Symbolism, Imagery, Allegory

Lots of things in the world are red—apples! fireman outfits!— but in Miss Amelia's sleepy southern town, we can only think of three or four red things.

Miss Amelia's Dress

Miss Amelia's regular uniform is her overalls and swamp boots, but for church visits she puts on a "dark red dress that hung on her in a most peculiar fashion" (Ballad.77). That red dress gets a lot more use once Marvin Macy comes to town, and we wonder why.

When the actress Vanessa Redgrave played Miss Amelia in the film adaptation, she seemed to think that the red dress's more regular appearance signified that Miss Amelia was marking "the fact that she has become a woman." But we wonder if that makes too much of an interpretive leap.

The text itself won't make a guess, saying:

For some reason, after the day of Marvin Macy's arrival, she put aside her overalls and wore always the red dress she had before this time reserved for Sundays, funerals, and sessions of the court. (Ballad.176)

It isn't until it's time to fight Marvin that she's seen in overalls again. Is the change of dress purely practical, or does it work symbolically too?

Home Decorating with Miss Amelia

While red curtains are often thought of as pretty theatrical, a curtain call does not seem to be on Miss Amelia's mind as she has "made red curtains for the windows" (Ballad.178) around the time of her overall-to-dress switch-ball-change.

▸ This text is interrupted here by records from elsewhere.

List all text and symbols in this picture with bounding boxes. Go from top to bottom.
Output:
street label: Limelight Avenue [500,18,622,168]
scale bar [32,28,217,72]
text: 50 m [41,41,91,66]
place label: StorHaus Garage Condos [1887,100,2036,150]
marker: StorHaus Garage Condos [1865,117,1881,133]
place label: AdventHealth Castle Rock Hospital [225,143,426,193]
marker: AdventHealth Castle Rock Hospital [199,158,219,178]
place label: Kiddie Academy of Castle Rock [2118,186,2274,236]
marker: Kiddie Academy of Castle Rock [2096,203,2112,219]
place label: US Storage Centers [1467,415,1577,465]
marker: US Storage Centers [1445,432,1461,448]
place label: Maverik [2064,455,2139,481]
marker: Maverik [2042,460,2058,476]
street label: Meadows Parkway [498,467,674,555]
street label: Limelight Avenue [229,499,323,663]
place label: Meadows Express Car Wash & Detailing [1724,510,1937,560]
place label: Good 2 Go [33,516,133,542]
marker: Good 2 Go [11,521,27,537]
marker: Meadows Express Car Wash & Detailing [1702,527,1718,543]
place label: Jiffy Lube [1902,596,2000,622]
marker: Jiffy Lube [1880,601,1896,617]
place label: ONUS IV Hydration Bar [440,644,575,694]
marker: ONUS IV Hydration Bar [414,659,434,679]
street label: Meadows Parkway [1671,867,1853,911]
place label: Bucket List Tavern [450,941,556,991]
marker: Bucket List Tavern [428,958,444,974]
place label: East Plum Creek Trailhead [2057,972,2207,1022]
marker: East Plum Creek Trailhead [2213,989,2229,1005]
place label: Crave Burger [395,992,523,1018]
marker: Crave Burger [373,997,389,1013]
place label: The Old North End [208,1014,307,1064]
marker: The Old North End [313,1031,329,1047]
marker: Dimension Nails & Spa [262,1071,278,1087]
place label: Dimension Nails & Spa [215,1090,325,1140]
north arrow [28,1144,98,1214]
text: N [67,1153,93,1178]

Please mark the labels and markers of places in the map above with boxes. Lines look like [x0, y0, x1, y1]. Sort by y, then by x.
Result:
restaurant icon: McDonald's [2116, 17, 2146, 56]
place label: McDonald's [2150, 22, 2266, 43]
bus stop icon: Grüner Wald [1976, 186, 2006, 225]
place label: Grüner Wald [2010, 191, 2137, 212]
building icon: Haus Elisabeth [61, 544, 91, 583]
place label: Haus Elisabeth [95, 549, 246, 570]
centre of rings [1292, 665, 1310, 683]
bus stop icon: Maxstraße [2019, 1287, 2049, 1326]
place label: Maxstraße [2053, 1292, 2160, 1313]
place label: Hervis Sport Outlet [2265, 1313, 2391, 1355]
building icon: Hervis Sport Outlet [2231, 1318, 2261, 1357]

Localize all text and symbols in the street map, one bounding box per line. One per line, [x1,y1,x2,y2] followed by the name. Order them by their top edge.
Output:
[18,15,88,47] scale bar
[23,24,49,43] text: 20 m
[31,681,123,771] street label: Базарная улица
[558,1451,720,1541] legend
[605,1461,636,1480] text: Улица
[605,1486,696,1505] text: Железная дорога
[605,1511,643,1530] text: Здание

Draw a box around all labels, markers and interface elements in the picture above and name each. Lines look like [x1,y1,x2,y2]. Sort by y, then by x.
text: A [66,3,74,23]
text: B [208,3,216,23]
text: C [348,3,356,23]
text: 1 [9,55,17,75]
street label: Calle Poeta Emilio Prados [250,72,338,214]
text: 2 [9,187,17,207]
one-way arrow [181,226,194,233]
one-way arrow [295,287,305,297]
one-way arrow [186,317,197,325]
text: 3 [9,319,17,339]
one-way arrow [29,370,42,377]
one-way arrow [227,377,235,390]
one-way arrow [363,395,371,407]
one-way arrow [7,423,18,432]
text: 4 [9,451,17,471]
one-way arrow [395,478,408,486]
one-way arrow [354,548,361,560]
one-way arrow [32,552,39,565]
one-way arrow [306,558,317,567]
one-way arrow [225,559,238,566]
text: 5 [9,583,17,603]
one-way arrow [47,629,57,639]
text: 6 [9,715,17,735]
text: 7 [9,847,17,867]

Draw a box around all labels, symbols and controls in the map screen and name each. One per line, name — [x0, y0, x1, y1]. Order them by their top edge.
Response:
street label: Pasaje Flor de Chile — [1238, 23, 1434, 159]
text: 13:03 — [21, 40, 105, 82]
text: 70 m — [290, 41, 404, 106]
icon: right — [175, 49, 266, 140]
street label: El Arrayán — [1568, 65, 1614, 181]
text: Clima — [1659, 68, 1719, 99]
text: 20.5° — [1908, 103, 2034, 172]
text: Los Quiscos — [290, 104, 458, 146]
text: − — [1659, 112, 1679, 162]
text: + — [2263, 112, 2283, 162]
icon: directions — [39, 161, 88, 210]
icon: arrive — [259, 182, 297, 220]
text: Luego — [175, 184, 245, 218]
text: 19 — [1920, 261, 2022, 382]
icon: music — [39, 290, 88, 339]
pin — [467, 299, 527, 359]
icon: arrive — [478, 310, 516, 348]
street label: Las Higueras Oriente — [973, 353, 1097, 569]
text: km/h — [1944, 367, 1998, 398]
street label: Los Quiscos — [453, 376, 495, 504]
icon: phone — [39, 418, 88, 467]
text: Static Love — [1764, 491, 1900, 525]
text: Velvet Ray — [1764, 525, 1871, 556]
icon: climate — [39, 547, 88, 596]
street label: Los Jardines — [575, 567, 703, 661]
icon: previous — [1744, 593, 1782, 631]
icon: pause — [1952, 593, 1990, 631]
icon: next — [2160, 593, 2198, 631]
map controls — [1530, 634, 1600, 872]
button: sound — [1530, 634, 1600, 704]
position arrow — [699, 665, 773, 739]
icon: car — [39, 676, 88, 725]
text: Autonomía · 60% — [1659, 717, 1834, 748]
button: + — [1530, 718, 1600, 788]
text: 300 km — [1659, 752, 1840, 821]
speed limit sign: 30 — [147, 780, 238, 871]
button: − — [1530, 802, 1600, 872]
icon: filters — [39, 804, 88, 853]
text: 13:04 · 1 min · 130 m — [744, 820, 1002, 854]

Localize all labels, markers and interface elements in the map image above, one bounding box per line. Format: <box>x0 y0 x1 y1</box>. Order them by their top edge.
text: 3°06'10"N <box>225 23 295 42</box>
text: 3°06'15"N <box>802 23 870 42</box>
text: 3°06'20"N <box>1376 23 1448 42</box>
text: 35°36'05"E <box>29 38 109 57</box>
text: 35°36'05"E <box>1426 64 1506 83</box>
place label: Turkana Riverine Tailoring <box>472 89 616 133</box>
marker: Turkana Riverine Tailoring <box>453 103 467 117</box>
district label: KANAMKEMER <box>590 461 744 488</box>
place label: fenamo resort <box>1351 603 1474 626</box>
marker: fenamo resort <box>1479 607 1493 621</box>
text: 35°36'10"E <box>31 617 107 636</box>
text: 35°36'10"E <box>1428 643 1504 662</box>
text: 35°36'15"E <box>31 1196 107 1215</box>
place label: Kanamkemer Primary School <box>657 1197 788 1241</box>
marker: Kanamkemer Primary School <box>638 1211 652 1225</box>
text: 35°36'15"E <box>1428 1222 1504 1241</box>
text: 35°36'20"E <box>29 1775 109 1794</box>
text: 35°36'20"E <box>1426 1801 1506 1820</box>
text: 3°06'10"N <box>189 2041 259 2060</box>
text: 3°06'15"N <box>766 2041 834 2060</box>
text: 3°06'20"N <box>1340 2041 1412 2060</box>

We're left wondering if she's thirsting for some privacy, a precursor to the boards that make their way across her windows by story's end. Or is it something else?

Marvin the Red

While mean Marvin Macy is no Viking warrior, the color red certainly seems to be part of his person and uniform. He arrives in town in a red shirt, and on Sundays, (the only days Miss Amelia used to wear her red dress),

[…] he dressed in his red shirt and paraded up and down the road with his guitar. He was still handsome—with his brown hair, his red lips, and his broad strong shoulders [...] (Ballad.170)

In context, it's hard not to think of all of the usual associations with red: blood, passion, anger. And these apply, more or less, for this criminal lovesick lout.

So is Miss Amelia asserting her womanhood, signifying aggression, or simply stealing Marvin's sartorial choices to make him angry? Something devious certainly seems to be going on.